Ultimately, the activity layer decouples the old paradigm: event instrumentation = event analysis.
How to implement an activity layer
Most likely, this will be part of your data model. You add queries that work on your raw data and define the activity. In a dbt setup, that would be a folder serving as the activity layer where you work, e.g., with the raw event data you get from Snowplow, Segment, or Rudderstack.
So far, I have used the ActivitySchema concept (in a slightly different form than proposed in the v2 schema). This works great for me.
I still think about a real layer approach where the activity layer is a configuration (YAML or JSON) that translates to SQL. We can also work in batch mode compared to most metrics layer implementations that do this for ad-hoc queries. But a configuration would also enable streaming use cases.
Final thoughts and why I think this important
We move to a new stage of event data. Event data before was often directly connected to an analytics solution. This is breaking up. Only slowly but steadily.
And we see more data use cases for event data.
We can now work with Data Warehouse event data in product analytics tools.
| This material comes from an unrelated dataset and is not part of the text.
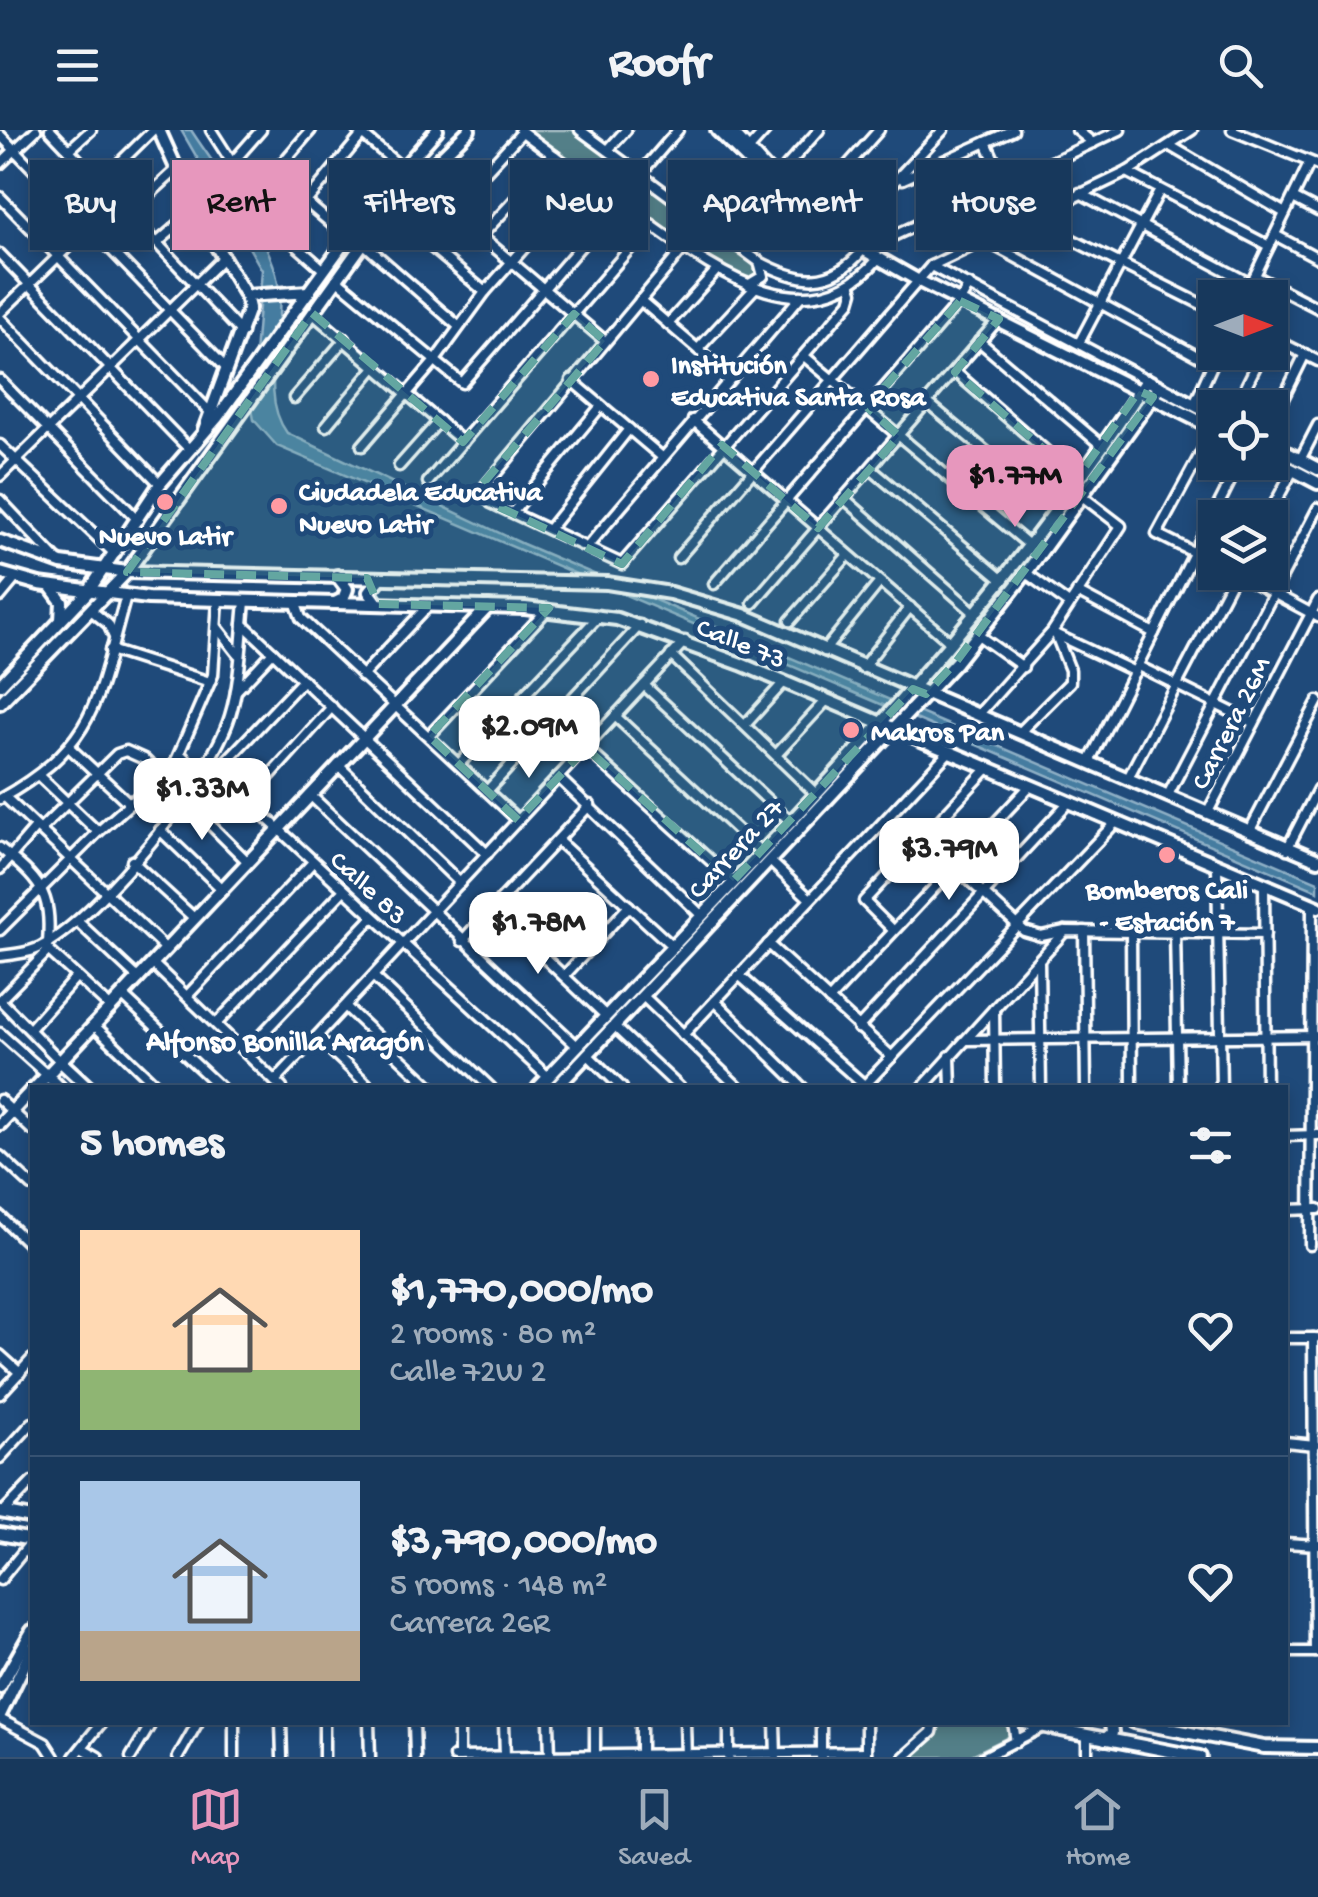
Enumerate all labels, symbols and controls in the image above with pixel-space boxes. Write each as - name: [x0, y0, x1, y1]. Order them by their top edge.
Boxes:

Natively with Kubit or synced with Amplitude and Mixpanel.
We can run a full-fledged experimentation stack on top of our DWH event data with Eppo.
You can sync the event data to Customer.io or Vero from your DWH.
You send modeled activities as different conversions events to ad platforms like Google Ads
You can qualify leads based on DWH activities in Correlated and create sales tasks.
And more and more products are coming built on top of the DWH data.
We need an additional layer to abstract raw technical events from business activities.
Please let me know what your thoughts are. Does this make sense, or is it too abstract or too early?
Great read. Thanks for this!
Hi Timo! How can I explain in a simple way that implementing events in a mobile app (logevents) is different and easier than implementing events in a website via DL. This in terms of web analytics - GA4.